AloEx
AloEx ist ein hochwirksames, systemisches Herbizid zur gezielten Bekämpfung von einjährigen einkeimblättrigen und zweikeimblättrigen Unkräutern in Winterweichweizen. Als wasserdispergierbares Granulat formuliert, kombiniert dieses Pflanzenschutzmittel zwei bewährte Sulfonylharnstoff-Wirkstoffe mit einem hocheffizienten Safener. Es hat sich im Markt als verlässliche Lösung für die Frühjahrsbehandlung etabliert, um ertragsschädigende Ungräser und Unkräuter frühzeitig und konsequent auszuschalten.
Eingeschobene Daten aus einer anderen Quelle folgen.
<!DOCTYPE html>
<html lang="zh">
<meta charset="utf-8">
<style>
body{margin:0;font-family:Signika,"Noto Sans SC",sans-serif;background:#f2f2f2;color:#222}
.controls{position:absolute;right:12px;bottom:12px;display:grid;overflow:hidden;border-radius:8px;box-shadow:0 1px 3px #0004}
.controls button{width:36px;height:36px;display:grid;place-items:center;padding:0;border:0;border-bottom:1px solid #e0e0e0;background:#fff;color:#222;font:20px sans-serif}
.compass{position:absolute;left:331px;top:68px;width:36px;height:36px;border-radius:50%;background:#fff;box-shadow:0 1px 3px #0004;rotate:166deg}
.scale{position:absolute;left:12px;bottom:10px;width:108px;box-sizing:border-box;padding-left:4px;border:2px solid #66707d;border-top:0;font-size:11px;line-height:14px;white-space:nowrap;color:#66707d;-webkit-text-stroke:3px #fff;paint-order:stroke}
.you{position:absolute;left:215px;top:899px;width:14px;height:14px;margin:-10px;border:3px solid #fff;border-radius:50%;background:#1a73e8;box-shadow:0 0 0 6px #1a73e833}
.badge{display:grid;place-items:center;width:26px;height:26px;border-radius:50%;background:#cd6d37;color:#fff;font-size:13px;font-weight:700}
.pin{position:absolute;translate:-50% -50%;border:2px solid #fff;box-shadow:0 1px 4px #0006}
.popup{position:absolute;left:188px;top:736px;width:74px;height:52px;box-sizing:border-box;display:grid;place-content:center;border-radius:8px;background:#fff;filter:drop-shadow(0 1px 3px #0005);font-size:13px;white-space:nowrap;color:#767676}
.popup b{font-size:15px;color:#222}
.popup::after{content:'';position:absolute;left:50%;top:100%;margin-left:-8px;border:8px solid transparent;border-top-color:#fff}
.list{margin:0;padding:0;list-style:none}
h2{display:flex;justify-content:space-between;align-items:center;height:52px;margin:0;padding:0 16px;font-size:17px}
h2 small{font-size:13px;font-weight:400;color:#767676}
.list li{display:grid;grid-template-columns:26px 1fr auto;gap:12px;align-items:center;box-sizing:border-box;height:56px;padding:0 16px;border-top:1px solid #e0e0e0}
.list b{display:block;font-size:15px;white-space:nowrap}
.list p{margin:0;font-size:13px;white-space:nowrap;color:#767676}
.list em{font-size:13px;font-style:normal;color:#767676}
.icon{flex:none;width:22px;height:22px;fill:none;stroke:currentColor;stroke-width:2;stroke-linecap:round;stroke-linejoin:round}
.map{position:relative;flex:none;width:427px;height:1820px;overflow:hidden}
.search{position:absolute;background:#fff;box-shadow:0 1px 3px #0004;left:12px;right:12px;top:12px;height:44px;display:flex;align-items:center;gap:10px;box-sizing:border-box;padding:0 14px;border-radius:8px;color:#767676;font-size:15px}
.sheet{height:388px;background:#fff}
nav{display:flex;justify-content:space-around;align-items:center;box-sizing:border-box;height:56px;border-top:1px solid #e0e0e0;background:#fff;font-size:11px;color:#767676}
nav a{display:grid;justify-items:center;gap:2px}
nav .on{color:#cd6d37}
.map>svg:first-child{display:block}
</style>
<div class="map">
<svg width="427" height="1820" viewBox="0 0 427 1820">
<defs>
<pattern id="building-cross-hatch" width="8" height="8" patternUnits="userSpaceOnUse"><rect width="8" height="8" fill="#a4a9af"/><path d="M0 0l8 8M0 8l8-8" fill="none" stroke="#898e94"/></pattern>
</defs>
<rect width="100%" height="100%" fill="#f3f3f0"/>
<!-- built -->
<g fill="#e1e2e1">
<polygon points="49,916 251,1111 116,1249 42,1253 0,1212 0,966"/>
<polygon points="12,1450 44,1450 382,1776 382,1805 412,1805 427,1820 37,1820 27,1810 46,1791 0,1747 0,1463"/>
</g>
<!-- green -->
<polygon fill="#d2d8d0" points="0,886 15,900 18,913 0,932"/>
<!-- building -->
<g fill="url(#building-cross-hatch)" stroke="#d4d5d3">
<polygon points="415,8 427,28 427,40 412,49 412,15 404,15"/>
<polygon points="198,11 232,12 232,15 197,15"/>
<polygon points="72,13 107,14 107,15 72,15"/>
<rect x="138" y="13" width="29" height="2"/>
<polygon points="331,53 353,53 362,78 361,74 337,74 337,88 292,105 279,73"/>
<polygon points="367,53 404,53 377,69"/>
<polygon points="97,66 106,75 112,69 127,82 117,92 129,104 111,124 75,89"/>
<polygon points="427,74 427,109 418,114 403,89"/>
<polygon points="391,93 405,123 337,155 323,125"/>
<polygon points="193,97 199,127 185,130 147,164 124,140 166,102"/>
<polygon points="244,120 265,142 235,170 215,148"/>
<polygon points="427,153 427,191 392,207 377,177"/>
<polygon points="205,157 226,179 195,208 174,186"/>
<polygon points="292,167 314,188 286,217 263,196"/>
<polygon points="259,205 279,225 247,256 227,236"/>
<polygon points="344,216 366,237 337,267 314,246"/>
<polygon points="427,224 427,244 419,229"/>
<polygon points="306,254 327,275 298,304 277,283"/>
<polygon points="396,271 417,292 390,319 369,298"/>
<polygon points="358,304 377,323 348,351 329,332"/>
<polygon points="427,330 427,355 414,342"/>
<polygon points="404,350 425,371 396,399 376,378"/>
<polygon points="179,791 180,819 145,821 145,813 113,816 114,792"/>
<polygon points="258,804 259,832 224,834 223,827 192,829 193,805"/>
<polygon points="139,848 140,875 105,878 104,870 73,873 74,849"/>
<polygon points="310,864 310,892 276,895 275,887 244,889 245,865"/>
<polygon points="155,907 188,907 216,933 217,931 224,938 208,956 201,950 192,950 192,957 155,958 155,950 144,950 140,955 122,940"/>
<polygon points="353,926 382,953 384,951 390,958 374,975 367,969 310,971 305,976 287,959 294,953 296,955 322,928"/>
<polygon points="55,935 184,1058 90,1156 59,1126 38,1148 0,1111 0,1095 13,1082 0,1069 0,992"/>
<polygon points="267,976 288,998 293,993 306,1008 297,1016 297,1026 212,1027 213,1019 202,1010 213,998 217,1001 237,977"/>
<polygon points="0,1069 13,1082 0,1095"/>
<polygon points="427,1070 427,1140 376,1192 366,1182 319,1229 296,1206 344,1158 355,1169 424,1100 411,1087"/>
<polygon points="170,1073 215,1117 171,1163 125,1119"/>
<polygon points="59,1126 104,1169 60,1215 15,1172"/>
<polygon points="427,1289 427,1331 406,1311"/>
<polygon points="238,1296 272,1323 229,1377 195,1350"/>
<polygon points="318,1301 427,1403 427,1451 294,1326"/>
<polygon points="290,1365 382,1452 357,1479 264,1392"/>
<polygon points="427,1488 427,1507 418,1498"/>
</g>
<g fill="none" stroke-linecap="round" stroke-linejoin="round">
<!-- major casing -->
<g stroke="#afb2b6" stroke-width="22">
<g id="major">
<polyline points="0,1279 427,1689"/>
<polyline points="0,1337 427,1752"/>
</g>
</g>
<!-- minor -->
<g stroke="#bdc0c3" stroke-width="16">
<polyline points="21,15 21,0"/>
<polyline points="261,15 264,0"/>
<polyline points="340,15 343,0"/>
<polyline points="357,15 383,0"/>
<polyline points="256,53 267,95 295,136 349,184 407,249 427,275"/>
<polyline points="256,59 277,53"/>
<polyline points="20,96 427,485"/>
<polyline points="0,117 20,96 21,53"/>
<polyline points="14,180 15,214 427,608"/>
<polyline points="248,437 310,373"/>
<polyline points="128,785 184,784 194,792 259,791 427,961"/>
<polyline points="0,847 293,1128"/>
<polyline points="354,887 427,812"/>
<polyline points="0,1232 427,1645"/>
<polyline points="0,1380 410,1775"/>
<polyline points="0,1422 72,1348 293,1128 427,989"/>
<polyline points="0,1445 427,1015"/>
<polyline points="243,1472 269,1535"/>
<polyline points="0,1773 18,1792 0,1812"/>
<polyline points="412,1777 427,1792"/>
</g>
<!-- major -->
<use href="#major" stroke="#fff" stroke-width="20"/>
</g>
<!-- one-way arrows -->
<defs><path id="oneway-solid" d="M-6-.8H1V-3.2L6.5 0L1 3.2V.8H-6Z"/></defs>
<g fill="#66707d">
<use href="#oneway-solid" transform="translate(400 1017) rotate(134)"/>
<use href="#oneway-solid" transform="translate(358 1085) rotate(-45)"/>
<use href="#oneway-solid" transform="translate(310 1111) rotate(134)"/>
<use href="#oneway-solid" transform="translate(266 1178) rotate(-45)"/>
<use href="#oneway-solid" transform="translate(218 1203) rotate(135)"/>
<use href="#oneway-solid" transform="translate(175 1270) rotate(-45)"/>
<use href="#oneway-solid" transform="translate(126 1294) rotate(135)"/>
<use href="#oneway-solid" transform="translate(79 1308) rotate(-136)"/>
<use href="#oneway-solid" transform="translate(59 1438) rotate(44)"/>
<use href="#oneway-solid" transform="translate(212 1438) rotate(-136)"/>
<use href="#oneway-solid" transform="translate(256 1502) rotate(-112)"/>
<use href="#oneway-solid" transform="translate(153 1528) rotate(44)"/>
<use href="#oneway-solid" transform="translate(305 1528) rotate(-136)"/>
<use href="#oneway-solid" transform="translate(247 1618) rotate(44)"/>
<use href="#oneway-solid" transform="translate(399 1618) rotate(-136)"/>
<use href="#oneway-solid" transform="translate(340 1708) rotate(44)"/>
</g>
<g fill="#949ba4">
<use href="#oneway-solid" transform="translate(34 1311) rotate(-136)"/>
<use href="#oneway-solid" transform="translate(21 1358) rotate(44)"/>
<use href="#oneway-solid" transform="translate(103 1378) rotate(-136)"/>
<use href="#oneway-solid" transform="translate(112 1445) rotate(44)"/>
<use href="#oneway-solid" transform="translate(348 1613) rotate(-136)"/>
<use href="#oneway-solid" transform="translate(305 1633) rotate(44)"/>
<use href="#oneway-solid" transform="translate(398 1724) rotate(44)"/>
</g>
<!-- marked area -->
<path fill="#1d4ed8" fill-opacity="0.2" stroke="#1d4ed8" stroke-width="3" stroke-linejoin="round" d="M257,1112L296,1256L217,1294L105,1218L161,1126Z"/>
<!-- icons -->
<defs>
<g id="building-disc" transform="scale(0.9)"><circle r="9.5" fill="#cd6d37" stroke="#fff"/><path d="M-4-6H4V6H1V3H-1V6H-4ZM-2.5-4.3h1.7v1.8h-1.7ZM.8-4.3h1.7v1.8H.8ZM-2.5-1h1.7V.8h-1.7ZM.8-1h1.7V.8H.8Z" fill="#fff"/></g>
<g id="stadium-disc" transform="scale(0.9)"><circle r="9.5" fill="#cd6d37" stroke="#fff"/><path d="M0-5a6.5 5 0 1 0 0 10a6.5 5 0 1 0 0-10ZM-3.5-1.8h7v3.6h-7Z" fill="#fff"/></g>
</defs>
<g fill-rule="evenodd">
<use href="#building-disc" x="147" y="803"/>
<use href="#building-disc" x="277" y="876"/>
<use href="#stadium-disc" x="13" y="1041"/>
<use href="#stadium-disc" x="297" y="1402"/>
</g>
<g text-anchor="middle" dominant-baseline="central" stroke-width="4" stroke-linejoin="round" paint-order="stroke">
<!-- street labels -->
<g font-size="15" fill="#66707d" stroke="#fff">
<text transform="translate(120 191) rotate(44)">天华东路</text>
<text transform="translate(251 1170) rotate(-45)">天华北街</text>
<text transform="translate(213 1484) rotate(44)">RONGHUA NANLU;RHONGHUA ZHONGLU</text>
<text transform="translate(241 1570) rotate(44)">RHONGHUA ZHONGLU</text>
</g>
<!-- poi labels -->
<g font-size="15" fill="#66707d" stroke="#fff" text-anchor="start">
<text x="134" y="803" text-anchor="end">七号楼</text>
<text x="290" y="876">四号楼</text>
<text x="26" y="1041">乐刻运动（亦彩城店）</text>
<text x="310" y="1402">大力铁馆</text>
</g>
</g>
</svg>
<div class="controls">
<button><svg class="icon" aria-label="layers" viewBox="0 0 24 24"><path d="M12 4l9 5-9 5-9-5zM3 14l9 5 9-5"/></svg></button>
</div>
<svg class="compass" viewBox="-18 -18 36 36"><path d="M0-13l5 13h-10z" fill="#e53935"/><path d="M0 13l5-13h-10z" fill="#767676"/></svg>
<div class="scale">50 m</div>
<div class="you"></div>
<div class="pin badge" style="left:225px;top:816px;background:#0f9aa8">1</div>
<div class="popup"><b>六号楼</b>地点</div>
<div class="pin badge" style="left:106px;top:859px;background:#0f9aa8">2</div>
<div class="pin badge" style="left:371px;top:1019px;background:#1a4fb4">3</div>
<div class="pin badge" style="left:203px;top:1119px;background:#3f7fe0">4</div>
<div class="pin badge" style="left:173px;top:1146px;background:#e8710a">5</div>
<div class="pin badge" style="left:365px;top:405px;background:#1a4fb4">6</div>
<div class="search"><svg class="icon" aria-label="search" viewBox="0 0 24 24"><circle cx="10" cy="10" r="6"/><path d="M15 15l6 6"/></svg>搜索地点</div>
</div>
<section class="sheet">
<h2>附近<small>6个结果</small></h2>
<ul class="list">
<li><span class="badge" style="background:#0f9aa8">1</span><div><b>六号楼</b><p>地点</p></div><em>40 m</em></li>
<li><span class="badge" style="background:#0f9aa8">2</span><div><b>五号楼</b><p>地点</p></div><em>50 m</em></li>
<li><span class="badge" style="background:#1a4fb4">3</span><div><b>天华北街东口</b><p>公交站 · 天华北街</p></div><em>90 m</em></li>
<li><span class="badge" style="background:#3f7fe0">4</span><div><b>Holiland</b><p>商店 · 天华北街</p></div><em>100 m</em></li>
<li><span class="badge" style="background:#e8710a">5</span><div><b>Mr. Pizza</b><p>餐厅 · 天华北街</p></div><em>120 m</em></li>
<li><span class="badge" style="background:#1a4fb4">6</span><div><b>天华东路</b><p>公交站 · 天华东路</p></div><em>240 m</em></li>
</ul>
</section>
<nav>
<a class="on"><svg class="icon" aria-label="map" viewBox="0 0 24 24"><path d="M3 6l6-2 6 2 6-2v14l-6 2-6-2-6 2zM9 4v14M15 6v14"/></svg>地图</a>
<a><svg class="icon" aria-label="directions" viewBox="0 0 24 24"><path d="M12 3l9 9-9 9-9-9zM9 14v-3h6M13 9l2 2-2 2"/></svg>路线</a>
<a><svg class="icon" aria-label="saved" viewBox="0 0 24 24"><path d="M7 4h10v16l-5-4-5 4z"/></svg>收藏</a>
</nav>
Das Wirkungsspektrum umfasst schwer bekämpfbare Schadgräser wie Acker-Fuchsschwanz, Windhalm, Weidelgras-Arten und Trespen sowie wichtige zweikeimblättrige Schaderreger wie Kamille-Arten und die Vogel-Sternmiere. Durch die flexible Anwendung im Frühjahr unterstützt AloEx Landwirte dabei, die Bestände sauber zu halten und das Ertragspotenzial der Kultur voll auszuschöpfen.
Wirkstoffe
Wirkungsweise
Die im Pflanzenschutzmittel enthaltenen Wirkstoffe Iodosulfuron und Mesosulfuron gehören zur chemischen Gruppe der Sulfonylharnstoffe (HRAC-Gruppe 2). Sie wirken als systemische Inhibitoren des Enzyms Acetolactat-Synthase (ALS). Dieses Enzym ist essenziell für die Biosynthese der verzweigtkettigen Aminosäuren Valin, Leucin und Isoleucin. Nach der Aufnahme über das Blatt und teilweise über die Wurzel wird der Wirkstoff rasch in den Schaderregern transportiert, was zu einem sofortigen Wachstumsstopp und dem anschließenden Absterben der Unkräuter führt. Um die Kulturverträglichkeit im Winterweichweizen zu gewährleisten, enthält AloEx den Safener Mefenpyr. Dieser Wirkstoff beschleunigt selektiv den Abbau der Herbizidwirkstoffe in der Kultur, während die Schadgräser und Unkräuter ungeschützt bleiben. Dies sorgt für eine hervorragende Selektivität selbst unter wechselhaften Witterungsbedingungen im Frühjahr.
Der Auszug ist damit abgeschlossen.